Problem requirements — A single number is the answer here: how many lines below include "margin"?

--------------------------------

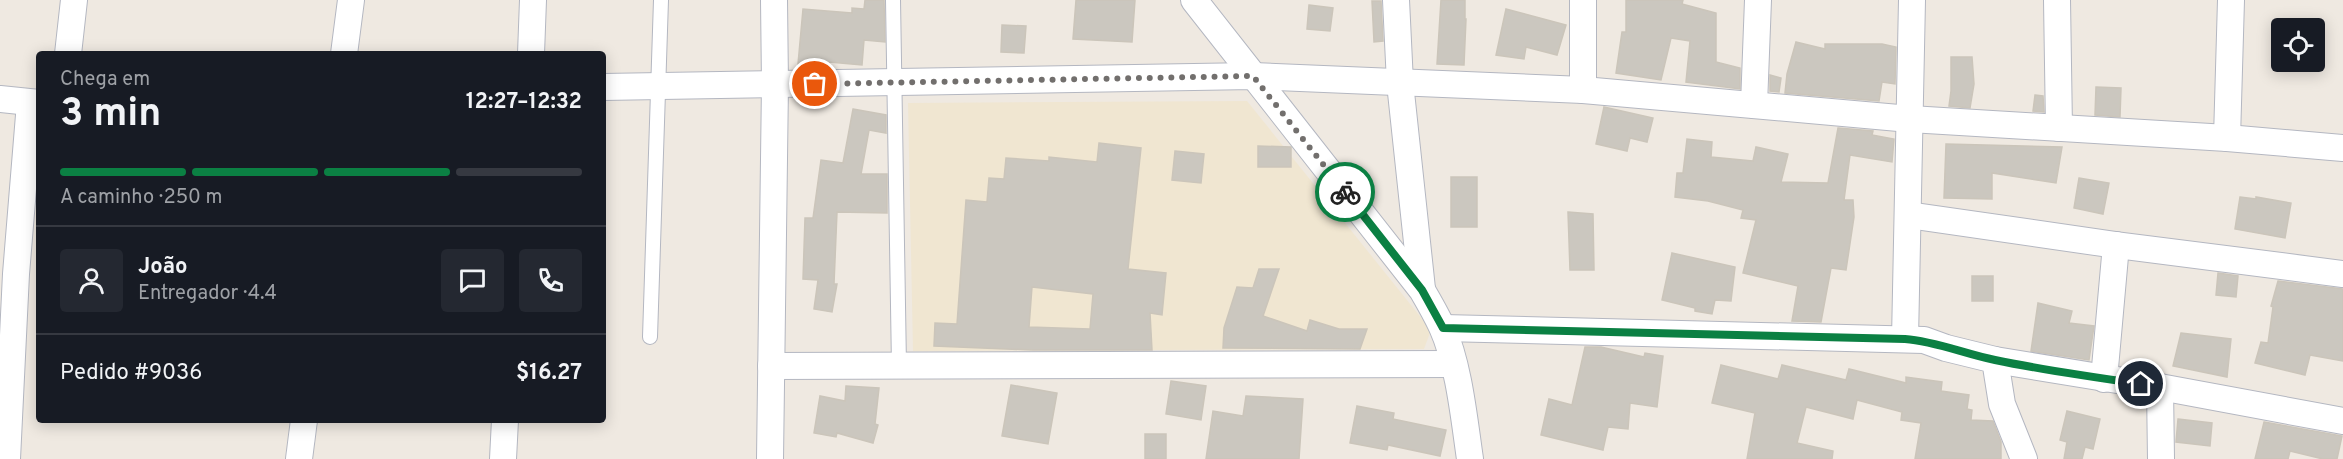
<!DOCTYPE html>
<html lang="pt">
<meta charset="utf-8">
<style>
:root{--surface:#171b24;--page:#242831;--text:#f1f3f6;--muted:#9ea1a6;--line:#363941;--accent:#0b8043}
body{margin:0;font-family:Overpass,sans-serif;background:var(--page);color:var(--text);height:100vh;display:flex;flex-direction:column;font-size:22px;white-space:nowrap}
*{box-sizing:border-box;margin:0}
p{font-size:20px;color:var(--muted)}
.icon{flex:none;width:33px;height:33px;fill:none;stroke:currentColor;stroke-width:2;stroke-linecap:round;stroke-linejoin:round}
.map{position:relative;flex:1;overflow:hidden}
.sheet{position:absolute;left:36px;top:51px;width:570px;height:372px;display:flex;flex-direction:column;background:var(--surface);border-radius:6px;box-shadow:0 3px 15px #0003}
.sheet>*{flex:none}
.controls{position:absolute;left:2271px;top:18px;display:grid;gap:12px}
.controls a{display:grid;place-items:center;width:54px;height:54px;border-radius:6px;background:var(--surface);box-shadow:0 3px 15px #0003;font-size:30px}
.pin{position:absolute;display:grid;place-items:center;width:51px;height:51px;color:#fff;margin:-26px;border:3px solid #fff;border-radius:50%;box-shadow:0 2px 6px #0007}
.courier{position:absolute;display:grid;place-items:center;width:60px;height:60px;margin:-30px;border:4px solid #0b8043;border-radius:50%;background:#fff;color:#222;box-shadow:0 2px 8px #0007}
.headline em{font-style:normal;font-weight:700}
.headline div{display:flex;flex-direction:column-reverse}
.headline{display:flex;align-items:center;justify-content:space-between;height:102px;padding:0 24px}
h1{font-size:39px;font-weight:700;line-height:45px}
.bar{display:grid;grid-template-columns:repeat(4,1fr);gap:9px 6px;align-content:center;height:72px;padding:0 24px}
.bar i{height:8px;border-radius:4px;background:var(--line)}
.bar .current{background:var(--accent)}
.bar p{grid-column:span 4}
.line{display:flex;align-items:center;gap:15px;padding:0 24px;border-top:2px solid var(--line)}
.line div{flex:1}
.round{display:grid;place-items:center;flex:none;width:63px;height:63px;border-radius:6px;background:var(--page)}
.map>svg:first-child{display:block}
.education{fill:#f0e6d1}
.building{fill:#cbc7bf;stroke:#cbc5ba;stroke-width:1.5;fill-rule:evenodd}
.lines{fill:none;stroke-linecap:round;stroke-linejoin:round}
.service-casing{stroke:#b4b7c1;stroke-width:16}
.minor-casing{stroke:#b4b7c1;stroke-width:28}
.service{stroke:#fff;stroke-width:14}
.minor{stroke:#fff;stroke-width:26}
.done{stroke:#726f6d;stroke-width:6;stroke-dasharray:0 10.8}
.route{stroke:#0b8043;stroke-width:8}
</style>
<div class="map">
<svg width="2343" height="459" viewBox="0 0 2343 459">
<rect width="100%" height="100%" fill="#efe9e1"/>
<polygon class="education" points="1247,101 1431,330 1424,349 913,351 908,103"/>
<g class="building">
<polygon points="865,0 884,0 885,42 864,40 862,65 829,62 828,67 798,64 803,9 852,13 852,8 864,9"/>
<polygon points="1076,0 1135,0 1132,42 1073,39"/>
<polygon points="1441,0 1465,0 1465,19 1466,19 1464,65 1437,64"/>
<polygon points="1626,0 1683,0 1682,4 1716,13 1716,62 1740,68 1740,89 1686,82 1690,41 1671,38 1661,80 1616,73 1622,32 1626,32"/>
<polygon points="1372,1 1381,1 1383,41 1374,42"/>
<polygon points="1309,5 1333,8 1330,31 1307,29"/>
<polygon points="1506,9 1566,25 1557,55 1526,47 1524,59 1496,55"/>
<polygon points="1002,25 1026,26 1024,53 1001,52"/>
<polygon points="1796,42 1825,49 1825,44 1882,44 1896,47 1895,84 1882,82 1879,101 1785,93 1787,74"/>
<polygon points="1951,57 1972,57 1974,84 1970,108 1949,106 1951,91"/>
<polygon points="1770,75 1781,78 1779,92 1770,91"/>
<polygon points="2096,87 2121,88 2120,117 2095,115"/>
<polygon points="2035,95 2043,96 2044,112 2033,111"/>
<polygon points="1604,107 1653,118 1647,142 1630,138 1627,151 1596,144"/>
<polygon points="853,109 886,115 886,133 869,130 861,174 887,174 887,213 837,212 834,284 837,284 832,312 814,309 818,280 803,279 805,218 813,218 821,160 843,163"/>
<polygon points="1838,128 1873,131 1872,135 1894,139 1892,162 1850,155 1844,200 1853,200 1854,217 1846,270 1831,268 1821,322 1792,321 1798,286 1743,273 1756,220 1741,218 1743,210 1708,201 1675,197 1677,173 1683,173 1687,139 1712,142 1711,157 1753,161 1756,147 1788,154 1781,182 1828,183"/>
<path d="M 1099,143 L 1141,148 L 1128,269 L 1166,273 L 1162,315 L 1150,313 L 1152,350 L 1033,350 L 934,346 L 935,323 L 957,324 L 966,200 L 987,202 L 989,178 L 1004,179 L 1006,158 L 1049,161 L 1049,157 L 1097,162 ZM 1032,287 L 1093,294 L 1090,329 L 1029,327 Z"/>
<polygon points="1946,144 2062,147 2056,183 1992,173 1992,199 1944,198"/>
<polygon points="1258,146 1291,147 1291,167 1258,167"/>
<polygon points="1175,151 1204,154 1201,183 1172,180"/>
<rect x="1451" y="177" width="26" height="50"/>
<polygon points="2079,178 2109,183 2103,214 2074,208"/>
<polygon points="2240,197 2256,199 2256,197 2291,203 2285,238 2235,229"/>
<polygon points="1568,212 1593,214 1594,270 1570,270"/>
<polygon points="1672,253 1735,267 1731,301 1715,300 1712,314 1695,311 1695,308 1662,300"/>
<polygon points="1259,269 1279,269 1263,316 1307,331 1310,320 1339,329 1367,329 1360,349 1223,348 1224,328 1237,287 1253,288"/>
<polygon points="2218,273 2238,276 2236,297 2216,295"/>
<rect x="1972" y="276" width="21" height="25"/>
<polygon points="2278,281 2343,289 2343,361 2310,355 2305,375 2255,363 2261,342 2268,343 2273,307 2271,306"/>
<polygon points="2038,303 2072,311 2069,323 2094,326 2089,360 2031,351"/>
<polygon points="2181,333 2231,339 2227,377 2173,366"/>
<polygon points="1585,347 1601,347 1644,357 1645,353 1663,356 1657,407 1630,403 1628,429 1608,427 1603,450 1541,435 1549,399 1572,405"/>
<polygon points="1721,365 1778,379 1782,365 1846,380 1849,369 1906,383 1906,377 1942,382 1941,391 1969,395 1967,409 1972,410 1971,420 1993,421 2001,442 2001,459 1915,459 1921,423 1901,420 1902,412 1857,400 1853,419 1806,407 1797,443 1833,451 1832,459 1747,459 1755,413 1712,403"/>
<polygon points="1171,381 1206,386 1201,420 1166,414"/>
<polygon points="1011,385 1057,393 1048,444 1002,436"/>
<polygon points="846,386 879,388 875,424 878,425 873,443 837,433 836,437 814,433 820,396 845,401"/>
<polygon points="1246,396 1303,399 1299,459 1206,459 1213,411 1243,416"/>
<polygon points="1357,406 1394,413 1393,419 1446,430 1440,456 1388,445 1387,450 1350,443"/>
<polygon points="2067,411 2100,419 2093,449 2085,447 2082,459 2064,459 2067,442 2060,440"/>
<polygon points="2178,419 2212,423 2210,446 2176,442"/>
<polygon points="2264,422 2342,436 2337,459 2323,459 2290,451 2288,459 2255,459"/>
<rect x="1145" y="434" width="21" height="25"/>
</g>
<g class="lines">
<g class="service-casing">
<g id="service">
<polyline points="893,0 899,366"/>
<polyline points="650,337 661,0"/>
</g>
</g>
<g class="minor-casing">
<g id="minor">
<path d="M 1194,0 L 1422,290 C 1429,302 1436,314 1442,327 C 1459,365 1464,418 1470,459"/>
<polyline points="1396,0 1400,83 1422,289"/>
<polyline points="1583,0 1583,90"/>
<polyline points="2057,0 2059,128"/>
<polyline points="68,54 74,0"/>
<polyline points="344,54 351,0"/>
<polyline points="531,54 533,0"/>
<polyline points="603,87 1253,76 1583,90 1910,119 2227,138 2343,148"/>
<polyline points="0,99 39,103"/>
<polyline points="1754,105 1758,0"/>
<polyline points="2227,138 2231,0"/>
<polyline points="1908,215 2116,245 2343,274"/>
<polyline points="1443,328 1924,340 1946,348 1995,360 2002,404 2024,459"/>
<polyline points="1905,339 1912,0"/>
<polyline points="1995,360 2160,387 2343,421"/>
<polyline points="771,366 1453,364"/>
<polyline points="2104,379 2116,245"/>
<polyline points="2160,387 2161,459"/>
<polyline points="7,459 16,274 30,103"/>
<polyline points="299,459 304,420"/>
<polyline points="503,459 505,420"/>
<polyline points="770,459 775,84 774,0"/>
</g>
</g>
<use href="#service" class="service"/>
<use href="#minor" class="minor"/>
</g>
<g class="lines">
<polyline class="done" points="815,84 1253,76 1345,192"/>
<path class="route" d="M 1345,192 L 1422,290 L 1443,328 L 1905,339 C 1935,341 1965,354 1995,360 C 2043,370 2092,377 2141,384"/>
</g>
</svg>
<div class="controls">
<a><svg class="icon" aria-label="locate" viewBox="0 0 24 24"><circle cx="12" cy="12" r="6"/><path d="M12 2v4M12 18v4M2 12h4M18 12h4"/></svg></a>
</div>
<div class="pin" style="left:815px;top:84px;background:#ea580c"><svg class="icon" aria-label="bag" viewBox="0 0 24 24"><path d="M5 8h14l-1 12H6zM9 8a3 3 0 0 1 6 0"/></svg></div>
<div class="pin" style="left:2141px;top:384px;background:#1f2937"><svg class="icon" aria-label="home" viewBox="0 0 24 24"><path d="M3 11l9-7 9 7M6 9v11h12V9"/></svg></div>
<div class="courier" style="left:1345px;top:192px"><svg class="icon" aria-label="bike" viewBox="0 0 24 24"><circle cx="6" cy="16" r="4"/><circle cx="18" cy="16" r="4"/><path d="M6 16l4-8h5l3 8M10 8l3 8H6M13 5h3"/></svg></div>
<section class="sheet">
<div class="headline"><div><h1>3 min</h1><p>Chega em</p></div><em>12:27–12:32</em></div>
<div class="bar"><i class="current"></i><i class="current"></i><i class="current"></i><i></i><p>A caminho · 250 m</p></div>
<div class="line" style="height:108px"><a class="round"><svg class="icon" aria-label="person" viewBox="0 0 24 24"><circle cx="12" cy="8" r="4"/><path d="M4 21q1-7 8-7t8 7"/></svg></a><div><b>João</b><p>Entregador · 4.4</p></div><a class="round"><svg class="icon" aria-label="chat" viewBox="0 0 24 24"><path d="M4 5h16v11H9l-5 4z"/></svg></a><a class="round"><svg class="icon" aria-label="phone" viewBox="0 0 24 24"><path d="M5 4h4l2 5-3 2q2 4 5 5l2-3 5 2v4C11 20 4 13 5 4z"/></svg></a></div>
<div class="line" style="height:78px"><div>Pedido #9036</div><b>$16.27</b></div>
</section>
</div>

--------------------------------

Output below — 4